Available records:
/---

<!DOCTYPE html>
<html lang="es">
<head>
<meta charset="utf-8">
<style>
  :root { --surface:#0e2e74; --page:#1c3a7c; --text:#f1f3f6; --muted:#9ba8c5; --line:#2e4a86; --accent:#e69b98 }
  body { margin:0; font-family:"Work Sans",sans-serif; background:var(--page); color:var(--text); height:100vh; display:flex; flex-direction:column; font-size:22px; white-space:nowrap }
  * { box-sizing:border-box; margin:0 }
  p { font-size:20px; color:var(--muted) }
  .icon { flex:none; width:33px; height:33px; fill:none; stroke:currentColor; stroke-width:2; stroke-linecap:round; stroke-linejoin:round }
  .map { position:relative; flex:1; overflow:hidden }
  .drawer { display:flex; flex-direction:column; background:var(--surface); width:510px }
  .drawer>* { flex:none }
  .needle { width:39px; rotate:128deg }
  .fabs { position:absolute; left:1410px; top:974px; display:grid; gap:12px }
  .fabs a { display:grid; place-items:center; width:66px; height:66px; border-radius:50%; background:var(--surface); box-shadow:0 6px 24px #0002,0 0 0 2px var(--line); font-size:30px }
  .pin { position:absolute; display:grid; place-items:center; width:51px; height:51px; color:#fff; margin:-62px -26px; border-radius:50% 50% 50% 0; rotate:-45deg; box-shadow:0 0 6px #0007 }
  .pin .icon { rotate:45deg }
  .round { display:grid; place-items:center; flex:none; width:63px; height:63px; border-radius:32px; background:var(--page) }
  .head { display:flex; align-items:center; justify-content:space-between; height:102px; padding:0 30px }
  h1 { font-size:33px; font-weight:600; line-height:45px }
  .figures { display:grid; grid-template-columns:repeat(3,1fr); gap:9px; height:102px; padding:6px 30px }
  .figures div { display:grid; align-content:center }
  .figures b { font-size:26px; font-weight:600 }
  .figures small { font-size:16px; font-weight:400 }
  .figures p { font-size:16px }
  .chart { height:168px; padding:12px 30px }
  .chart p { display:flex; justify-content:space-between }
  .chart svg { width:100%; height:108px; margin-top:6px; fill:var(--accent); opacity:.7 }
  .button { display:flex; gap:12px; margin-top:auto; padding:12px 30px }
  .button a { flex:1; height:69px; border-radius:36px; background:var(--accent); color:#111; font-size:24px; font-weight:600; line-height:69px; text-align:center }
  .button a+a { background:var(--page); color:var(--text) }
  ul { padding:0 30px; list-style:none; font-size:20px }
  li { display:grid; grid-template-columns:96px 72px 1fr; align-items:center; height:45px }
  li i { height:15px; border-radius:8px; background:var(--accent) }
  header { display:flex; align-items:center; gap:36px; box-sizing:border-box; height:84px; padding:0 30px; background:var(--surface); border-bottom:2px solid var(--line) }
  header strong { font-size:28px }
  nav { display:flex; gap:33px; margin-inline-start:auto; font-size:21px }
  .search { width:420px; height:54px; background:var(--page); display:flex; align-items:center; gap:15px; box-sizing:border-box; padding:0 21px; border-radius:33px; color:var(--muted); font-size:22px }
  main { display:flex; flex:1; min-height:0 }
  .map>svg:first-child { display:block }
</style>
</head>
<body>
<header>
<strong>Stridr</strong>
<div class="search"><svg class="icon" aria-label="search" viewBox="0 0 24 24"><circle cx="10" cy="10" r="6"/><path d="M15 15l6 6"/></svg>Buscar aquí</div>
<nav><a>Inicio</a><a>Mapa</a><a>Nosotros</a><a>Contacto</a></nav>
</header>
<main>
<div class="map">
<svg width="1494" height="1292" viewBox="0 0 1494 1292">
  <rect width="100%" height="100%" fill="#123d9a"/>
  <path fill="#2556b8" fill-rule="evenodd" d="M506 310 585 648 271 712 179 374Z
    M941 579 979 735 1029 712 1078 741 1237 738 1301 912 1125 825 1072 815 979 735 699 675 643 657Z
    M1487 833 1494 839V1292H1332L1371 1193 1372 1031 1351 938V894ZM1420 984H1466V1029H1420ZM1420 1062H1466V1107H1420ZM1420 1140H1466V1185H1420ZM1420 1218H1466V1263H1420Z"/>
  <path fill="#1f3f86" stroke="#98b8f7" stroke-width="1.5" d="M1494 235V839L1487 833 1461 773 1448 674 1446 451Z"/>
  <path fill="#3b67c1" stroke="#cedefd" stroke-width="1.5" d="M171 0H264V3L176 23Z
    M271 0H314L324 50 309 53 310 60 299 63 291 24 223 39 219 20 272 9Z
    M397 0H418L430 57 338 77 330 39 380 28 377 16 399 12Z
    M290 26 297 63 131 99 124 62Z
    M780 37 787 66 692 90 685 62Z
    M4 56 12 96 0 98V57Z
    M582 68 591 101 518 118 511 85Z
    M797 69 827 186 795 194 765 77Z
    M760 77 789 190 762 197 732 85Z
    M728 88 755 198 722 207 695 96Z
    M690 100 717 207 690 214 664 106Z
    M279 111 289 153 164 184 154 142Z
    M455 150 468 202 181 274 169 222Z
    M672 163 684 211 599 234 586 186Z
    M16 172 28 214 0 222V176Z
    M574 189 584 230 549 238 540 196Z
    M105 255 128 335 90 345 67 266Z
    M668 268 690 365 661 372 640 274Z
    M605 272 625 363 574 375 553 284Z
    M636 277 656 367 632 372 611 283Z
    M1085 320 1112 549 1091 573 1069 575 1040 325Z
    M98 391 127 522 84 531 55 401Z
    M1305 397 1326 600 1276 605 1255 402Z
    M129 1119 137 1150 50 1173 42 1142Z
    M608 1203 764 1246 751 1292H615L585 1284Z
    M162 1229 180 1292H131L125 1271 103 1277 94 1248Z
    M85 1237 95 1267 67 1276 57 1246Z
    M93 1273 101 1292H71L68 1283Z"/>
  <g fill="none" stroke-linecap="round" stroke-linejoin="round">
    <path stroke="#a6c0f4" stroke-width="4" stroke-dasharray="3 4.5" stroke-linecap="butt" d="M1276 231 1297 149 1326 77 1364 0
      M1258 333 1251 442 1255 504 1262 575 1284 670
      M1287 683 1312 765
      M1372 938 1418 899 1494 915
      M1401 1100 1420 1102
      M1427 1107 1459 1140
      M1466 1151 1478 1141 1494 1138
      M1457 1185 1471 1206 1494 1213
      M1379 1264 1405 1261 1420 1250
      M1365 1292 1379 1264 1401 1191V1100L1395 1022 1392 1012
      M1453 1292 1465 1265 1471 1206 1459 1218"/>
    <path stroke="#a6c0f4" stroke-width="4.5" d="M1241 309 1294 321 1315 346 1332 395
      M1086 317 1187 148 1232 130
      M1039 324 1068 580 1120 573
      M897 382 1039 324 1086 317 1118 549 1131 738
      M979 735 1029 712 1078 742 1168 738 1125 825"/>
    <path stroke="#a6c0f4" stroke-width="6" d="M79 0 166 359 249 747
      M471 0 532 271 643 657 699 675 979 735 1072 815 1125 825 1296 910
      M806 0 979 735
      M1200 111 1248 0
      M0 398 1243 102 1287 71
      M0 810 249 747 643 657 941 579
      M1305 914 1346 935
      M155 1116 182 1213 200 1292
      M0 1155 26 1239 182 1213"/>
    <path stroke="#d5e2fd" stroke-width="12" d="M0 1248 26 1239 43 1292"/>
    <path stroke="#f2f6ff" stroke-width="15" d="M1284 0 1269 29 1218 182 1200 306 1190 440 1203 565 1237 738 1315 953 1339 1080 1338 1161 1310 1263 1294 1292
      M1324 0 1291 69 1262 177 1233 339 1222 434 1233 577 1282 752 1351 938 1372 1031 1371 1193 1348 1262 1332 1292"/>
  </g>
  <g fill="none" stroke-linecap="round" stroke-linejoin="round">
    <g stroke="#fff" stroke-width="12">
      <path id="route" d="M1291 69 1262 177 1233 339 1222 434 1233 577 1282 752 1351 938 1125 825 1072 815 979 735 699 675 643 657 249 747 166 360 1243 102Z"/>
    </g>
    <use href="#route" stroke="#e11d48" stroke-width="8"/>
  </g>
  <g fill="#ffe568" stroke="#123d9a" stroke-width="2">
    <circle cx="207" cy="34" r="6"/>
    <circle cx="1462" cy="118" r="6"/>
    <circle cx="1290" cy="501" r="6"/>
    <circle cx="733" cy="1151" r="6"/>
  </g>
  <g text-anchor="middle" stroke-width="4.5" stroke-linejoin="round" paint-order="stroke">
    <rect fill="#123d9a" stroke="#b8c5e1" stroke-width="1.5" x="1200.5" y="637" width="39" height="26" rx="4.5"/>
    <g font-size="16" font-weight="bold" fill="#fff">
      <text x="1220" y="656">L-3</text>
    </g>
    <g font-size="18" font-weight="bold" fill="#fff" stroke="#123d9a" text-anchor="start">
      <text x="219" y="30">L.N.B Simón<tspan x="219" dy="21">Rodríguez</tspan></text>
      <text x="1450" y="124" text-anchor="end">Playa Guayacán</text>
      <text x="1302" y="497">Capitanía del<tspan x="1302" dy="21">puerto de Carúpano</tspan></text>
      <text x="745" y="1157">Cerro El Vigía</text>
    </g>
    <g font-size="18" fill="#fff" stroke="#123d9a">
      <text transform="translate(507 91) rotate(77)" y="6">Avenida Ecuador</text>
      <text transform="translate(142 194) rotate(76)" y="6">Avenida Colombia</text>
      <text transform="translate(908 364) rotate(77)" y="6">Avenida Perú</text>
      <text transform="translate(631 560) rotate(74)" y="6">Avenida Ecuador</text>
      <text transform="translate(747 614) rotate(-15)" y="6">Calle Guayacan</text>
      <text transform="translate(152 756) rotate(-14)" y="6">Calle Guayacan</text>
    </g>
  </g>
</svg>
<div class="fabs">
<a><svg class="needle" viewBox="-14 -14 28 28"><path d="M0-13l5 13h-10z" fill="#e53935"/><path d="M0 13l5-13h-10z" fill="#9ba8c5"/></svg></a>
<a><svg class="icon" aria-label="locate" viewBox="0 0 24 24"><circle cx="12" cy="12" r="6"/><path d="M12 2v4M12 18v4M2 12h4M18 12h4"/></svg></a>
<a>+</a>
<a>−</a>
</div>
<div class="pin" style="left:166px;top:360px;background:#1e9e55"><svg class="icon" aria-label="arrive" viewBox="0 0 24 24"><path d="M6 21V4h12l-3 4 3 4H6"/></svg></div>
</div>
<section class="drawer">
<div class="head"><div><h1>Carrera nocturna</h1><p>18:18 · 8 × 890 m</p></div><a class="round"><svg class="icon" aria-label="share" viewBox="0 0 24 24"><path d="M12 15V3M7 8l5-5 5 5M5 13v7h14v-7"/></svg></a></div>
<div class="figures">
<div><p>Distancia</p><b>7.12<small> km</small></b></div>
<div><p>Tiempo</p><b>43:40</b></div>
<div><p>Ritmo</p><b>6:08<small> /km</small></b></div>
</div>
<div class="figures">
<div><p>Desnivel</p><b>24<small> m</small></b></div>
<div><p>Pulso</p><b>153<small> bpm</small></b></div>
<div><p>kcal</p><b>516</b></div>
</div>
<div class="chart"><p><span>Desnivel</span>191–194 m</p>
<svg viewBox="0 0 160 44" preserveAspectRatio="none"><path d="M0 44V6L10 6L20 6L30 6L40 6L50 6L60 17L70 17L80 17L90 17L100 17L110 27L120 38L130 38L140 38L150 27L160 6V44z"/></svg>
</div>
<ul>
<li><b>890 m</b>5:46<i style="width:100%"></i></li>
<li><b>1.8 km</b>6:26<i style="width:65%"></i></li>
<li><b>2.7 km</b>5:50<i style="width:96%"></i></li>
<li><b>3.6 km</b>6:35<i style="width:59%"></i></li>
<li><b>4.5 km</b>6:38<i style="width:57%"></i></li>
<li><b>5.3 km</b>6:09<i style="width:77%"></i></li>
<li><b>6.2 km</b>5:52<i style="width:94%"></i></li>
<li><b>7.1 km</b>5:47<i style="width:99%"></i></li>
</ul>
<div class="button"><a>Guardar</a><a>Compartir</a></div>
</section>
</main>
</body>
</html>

\---

Directions for this task:
Stopping at the line containing "display:grid; place-items:center; width:66px;", please repeat exactly every line from the very start of the entries, that line included, and nothing more.

Exercise result:
<!DOCTYPE html>
<html lang="es">
<head>
<meta charset="utf-8">
<style>
  :root { --surface:#0e2e74; --page:#1c3a7c; --text:#f1f3f6; --muted:#9ba8c5; --line:#2e4a86; --accent:#e69b98 }
  body { margin:0; font-family:"Work Sans",sans-serif; background:var(--page); color:var(--text); height:100vh; display:flex; flex-direction:column; font-size:22px; white-space:nowrap }
  * { box-sizing:border-box; margin:0 }
  p { font-size:20px; color:var(--muted) }
  .icon { flex:none; width:33px; height:33px; fill:none; stroke:currentColor; stroke-width:2; stroke-linecap:round; stroke-linejoin:round }
  .map { position:relative; flex:1; overflow:hidden }
  .drawer { display:flex; flex-direction:column; background:var(--surface); width:510px }
  .drawer>* { flex:none }
  .needle { width:39px; rotate:128deg }
  .fabs { position:absolute; left:1410px; top:974px; display:grid; gap:12px }
  .fabs a { display:grid; place-items:center; width:66px; height:66px; border-radius:50%; background:var(--surface); box-shadow:0 6px 24px #0002,0 0 0 2px var(--line); font-size:30px }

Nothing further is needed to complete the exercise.